Ладно, довольно о серьезном. «Идет-гудет Зеленый шум, Зеленый шум, весенний шум!..» Ты советуешь мне подумать о том, что молодость очень ходка, что и не замечу, как пройдет она без привалов. Я уже писала тебе о доценте, который пытался настойчиво ухаживать за мной. Вообще ухажеры были и до него, но этот больше других нравился маме. Я отказала ему. Вскоре он женился на студентке-первокурснице. И что же? Теперь его отчислили из института за взятки с абитуриентов. Пьет, опускается все ниже. Представляешь, отец, в каком бы незавидном положении оказалась я, став женой интеллигентного проходимца. Мама и тут нашлась, утверждая, что со мной бы он не опустился. А зачем мне муж, которого надо остерегать от дурных поступков? Нет уж, избави бог меня от супружеской «педагогической поэмы»! Лучше отсидеться в бакинской Девичьей башне, о которой ты, оказывается, помнишь.

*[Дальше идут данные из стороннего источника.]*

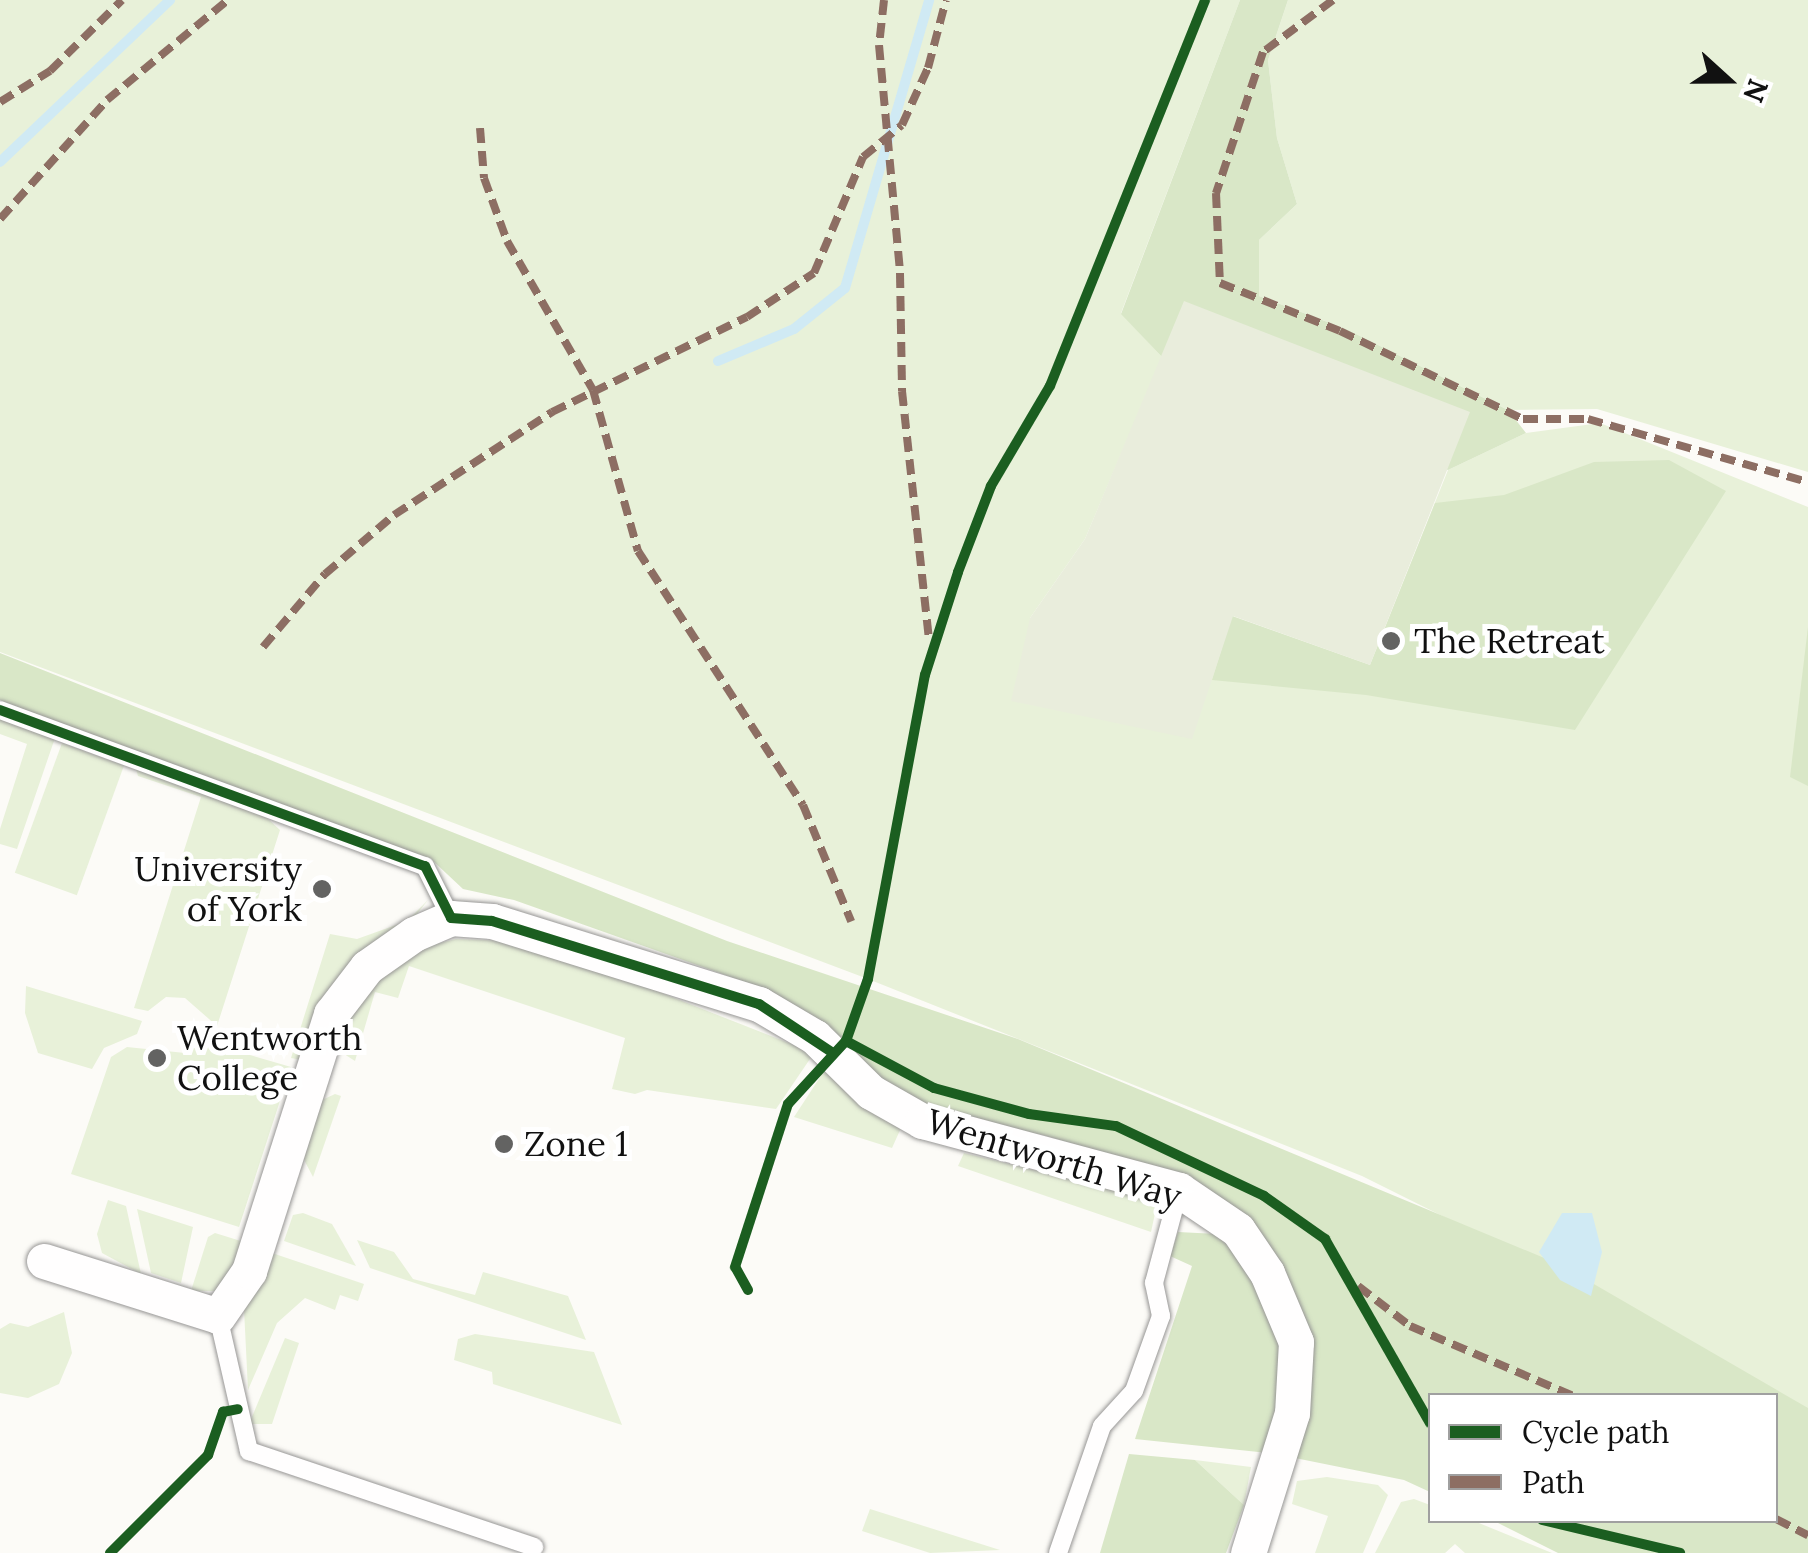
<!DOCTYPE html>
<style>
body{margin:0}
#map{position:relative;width:1808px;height:1553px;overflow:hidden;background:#fcfbf7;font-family:Lora,serif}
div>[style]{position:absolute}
.green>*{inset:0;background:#e8f1d9;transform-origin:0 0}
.forest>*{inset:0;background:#d9e7c7}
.cemetery>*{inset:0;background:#e9eddc}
.water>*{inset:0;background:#d0eaf4}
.stream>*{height:10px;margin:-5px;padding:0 5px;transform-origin:5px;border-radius:5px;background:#d0eaf4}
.roads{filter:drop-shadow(0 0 2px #979695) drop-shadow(0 0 2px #979695)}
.service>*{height:18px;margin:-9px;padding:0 9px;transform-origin:9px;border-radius:9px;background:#fffefe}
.minor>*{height:35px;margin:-17.5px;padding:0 17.5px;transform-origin:17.5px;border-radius:17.5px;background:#fffefe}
.quiet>*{height:8px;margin-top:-4px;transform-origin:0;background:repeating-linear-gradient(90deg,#8d6e63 0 15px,transparent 0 23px)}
.cycleway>*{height:10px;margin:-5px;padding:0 5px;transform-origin:5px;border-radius:5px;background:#1b5e20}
.dots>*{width:28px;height:28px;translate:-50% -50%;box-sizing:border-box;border:5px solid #fff;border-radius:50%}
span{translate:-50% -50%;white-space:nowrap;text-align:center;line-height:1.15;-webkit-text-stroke:10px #fff;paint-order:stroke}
.poi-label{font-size:35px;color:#111}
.left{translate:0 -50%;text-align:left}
.right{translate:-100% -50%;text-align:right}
.street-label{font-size:35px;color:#111}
.legend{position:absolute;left:1428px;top:1393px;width:350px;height:130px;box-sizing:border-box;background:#fff;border:2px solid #a0a0a0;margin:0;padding:12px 18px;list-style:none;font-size:30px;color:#111}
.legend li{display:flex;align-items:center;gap:20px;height:50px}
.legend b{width:50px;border:2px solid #a0a0a0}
.north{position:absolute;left:1678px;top:30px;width:100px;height:100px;-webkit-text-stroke:8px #fff;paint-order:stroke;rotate:111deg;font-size:28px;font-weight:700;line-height:40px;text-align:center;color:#111}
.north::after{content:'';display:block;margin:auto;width:35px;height:45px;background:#111;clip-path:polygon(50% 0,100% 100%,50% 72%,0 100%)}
</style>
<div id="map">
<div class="green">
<div style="clip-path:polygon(0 0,1240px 0,1121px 313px,1162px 357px,1085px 539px,1030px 618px,1232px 616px,1370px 665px,1448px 470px,1526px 433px,1600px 423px,1808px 507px,1808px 1410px,1653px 1321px,1362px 1176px,868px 979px,0 652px)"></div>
<div style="clip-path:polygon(1288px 0,1808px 0,1808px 472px,1597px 409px,1508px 410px,1346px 329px,1259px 296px,1259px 240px,1297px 204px,1277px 138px,1268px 60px)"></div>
<div style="clip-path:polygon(0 717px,56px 735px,17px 849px,0 844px,0 829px,27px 744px,0 734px)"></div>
<div style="left:62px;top:743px;width:66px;height:138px;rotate:20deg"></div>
<div style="clip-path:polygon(136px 769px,266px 817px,280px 830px,217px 1026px,185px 998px,166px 997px,148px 1011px,134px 1008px,201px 797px,138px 776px)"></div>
<div style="clip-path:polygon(428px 900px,302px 1060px,291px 1058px,330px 934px,357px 939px,407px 921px)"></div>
<div style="clip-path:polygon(456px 939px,510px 941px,606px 971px,814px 1053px,776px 1109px,647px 1090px,635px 1094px,612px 1089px,625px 1038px,409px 966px,398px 998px,375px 992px,355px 1061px,341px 1052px,342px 1025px,380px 973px,416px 949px)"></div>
<div style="clip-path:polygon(26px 986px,142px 1021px,137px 1034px,104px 1048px,92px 1069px,38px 1053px,25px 1013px)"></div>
<div style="clip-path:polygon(198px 1040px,291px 1067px,239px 1227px,71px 1174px,111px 1057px,127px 1047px,185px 1053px)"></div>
<div style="clip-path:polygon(826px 1068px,874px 1114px,901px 1128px,892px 1148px,794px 1117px)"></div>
<div style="clip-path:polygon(335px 1094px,341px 1096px,313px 1177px,301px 1154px,320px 1101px)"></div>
<div style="clip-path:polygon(964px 1153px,1150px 1198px,1156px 1209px,1151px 1232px,958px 1166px)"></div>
<div style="clip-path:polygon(108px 1200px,126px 1206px,141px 1274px,102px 1253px,97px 1234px)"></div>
<div style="clip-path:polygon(137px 1209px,193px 1227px,181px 1283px,151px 1273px)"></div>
<div style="clip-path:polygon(303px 1213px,332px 1224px,356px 1266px,284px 1241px,293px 1215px)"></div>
<div style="clip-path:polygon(215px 1233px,244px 1242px,236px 1270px,215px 1291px,191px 1291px,208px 1237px)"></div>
<div style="clip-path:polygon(357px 1240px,394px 1252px,413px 1279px,475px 1295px,483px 1272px,568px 1296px,586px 1340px,370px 1268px)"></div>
<div style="clip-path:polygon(272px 1253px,364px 1284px,358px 1301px,340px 1295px,335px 1310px,305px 1298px,277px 1323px,248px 1390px,244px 1309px)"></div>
<div style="clip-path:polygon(64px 1312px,72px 1353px,59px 1384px,28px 1398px,0 1393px,0 1329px,10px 1323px,28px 1327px)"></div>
<div style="clip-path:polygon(475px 1334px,594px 1352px,622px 1425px,493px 1384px,492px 1372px,454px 1360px,458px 1339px)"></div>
<div style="clip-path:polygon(285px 1338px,299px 1343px,272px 1424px,249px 1424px)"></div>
<div style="clip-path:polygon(1195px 1460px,1251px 1467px,1244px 1505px)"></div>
<div style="clip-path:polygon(1327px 1477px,1378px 1485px,1388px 1495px,1363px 1553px,1315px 1553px,1328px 1516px,1292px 1504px,1297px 1481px)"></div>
<div style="clip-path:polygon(1414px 1499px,1430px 1505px,1430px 1520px,1474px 1521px,1552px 1553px,1465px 1553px,1455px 1544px,1445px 1553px,1375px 1553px,1401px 1502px)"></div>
<div style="clip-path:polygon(870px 1509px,1000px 1550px,930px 1553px,862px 1531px)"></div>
</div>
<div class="forest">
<div style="clip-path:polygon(1240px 0,1288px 0,1268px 60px,1277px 138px,1297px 204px,1259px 240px,1259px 296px,1346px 329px,1508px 410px,1526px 433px,1448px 470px,1162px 357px,1121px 314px)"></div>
<div style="clip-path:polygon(1669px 460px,1726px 491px,1575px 730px,1366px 695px,1212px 680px,1232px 616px,1370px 665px,1435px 503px,1504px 495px,1594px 462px)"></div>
<div style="clip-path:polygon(1808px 627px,1808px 786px,1790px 777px)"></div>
<div style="clip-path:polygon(0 653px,727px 941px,1018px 1039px,1561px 1265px,1808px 1408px,1808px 1553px,1558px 1553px,1494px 1521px,1776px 1520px,1776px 1396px,1430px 1396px,1430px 1492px,1404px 1480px,1295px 1458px,1307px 1341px,1286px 1272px,1243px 1218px,1197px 1181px,1043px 1135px,958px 1120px,893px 1092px,770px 991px,514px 900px,463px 889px,431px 859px,294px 817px,0 700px)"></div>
<div style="clip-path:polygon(1178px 1232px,1217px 1234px,1248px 1269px,1280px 1338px,1280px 1387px,1268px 1453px,1135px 1439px,1192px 1266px,1170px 1256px)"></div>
<div style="clip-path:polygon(1129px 1454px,1195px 1460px,1244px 1505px,1226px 1553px,1100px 1553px)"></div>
</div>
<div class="cemetery">
<div style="clip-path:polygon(1184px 301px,1470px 412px,1370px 665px,1233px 616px,1192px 739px,1011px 701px,1030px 618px,1085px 539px)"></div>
</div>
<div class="water">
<div style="clip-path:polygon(1562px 1213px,1592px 1213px,1602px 1252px,1591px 1296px,1560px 1280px,1539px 1252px)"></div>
</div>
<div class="stream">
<div style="left:0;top:162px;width:235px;rotate:-43.6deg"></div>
<div style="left:718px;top:361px;width:82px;rotate:-22.8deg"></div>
<div style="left:794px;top:329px;width:65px;rotate:-38.8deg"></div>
<div style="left:845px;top:288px;width:300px;rotate:-73.7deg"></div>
</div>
<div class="roads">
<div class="service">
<div style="left:0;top:710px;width:453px;rotate:20.2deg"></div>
<div style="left:425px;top:866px;width:58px;rotate:63.4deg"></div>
<div style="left:218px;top:1316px;width:139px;rotate:77.1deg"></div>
<div style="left:249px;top:1451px;width:301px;rotate:18.6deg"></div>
<div style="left:1058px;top:1553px;width:134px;rotate:-70.9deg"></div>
<div style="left:1102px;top:1426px;width:47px;rotate:-47.6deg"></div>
<div style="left:1134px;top:1391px;width:80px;rotate:-70.2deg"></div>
<div style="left:1161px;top:1316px;width:34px;rotate:-102deg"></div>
<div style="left:1154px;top:1283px;width:96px;rotate:-75deg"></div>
</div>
<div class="minor">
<div style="left:44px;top:1261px;width:182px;rotate:17.5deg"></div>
<div style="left:218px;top:1316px;width:55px;rotate:-55.4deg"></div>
<div style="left:249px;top:1271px;width:270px;rotate:-72.3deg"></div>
<div style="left:331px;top:1014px;width:59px;rotate:-52.5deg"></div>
<div style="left:367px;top:967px;width:57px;rotate:-35.1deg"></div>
<div style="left:414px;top:934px;width:40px;rotate:-23.4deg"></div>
<div style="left:451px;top:918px;width:41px;rotate:4.2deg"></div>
<div style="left:492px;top:921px;width:280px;rotate:17.3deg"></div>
<div style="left:759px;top:1004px;width:65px;rotate:30.5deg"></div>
<div style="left:815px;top:1037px;width:78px;rotate:44.5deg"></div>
<div style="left:871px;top:1092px;width:59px;rotate:29.6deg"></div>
<div style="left:922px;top:1121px;width:266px;rotate:15deg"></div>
<div style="left:1179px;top:1190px;width:71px;rotate:34.1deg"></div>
<div style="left:1238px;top:1230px;width:52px;rotate:56deg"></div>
<div style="left:1267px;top:1273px;width:75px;rotate:67.2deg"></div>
<div style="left:1296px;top:1342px;width:71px;rotate:93.2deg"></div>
<div style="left:1292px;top:1413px;width:147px;rotate:107.4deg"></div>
</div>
</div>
<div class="quiet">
<div style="left:884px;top:0;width:45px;rotate:96.3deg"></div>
<div style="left:879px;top:45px;width:229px;rotate:84.7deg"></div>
<div style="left:900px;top:273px;width:118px;rotate:89deg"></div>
<div style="left:902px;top:391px;width:249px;rotate:83.8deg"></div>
<div style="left:1333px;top:0;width:87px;rotate:143.4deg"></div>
<div style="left:1263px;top:52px;width:149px;rotate:108.4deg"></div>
<div style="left:1216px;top:193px;width:90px;rotate:87.5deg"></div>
<div style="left:1220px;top:283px;width:129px;rotate:21.8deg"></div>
<div style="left:1340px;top:331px;width:203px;rotate:25.7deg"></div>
<div style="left:1523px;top:419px;width:65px"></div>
<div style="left:1588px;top:419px;width:229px;rotate:16deg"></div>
<div style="left:0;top:102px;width:59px;rotate:-31.8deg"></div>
<div style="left:50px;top:71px;width:101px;rotate:-44.6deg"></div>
<div style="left:480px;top:128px;width:50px;rotate:85.4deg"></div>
<div style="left:484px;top:178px;width:67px;rotate:69.9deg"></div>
<div style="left:507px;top:241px;width:172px;rotate:60deg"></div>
<div style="left:593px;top:390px;width:167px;rotate:74.4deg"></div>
<div style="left:638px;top:551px;width:303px;rotate:57deg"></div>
<div style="left:803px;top:805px;width:126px;rotate:67.5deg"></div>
<div style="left:0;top:219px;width:160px;rotate:-48deg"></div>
<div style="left:107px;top:100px;width:157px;rotate:-39.6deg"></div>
<div style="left:263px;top:647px;width:96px;rotate:-49.7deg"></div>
<div style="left:325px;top:574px;width:91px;rotate:-40.5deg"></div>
<div style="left:394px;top:515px;width:189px;rotate:-33.1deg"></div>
<div style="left:552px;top:412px;width:217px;rotate:-26deg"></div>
<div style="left:747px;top:317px;width:80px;rotate:-33.3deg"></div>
<div style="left:814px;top:273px;width:126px;rotate:-67.1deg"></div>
<div style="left:863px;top:157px;width:50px;rotate:-39.4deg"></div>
<div style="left:902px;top:125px;width:63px;rotate:-65.5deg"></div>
<div style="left:928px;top:68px;width:70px;rotate:-75.2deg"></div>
<div style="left:1358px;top:1286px;width:66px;rotate:37.6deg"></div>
<div style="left:1410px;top:1326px;width:177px;rotate:23.2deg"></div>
<div style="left:1776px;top:1519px;width:36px;rotate:27deg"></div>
</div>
<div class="cycleway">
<div style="left:0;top:710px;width:453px;rotate:20.2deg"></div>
<div style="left:425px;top:866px;width:58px;rotate:63.4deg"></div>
<div style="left:451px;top:918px;width:41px;rotate:4.2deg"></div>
<div style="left:492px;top:921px;width:280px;rotate:17.3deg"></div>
<div style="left:759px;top:1004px;width:89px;rotate:33.5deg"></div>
<div style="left:846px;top:1041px;width:100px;rotate:28.1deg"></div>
<div style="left:934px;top:1088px;width:98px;rotate:15.3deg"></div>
<div style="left:1029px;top:1114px;width:88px;rotate:7.9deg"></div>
<div style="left:1116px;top:1126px;width:164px;rotate:25.3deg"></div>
<div style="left:1264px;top:1196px;width:75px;rotate:35.2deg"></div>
<div style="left:1325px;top:1239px;width:212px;rotate:60.3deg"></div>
<div style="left:748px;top:1290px;width:26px;rotate:-119deg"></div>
<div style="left:735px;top:1267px;width:171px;rotate:-72deg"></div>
<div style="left:788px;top:1104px;width:86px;rotate:-47.4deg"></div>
<div style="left:846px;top:1041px;width:66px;rotate:-70.5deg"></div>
<div style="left:868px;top:979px;width:309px;rotate:-79.4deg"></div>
<div style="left:925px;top:675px;width:108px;rotate:-72.2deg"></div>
<div style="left:958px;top:572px;width:92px;rotate:-69deg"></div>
<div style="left:991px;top:486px;width:116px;rotate:-59.5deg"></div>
<div style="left:1050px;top:386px;width:416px;rotate:-68.1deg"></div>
<div style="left:1542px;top:1520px;width:142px;rotate:13.4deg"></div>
<div style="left:110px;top:1553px;width:139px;rotate:-45deg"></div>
<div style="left:208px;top:1455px;width:46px;rotate:-70.8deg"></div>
<div style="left:223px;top:1412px;width:15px;rotate:-11deg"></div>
</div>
<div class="dots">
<div style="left:1391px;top:641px;background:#636362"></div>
<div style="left:322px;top:889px;background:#636362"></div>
<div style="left:157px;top:1058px;background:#636362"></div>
<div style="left:504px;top:1144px;background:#636362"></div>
</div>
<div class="poi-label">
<span class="left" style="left:1414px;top:641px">The Retreat</span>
<span class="right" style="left:302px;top:889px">University<br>of York</span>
<span class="left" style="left:177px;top:1058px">Wentworth<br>College</span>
<span class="left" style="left:524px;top:1144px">Zone 1</span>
</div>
<div class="street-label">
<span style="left:1054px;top:1159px;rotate:17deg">Wentworth Way</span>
</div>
<ul class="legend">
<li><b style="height:12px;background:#1b5e20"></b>Cycle path</li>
<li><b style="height:12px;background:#8d6e63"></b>Path</li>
</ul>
<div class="north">N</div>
</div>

Любовь не ищут. Любовь ждут, не сетуя на ее опоздание. Смешно, разумеется, что я пишу тебе об этом. Но ты поймешь меня. Будет и на моей улице праздник, будет, ты уж не беспокойся за свою доню.

Снова и снова обнимаю тебя, милый, добрый мой отец! Живу тем, что скоро увидимся. Твоя Вика-невелика».

«Весенний привет, Виктория!

На сей раз виноватой оказалась именно весна, что я опять задержался с ответом. Дела, дела… У строителей и весной много забот, как у перелетных птиц, которые заново вьют гнезда, благоустраивают прошлогодние. Мы тоже закладываем новые дома, начинаем отделочные работы в старых «коробочках». Вот я и замотался. Вдобавок к тому бесконечные заседания, как у тех же грачей, шумливо выясняющих отношения после зимних метелей.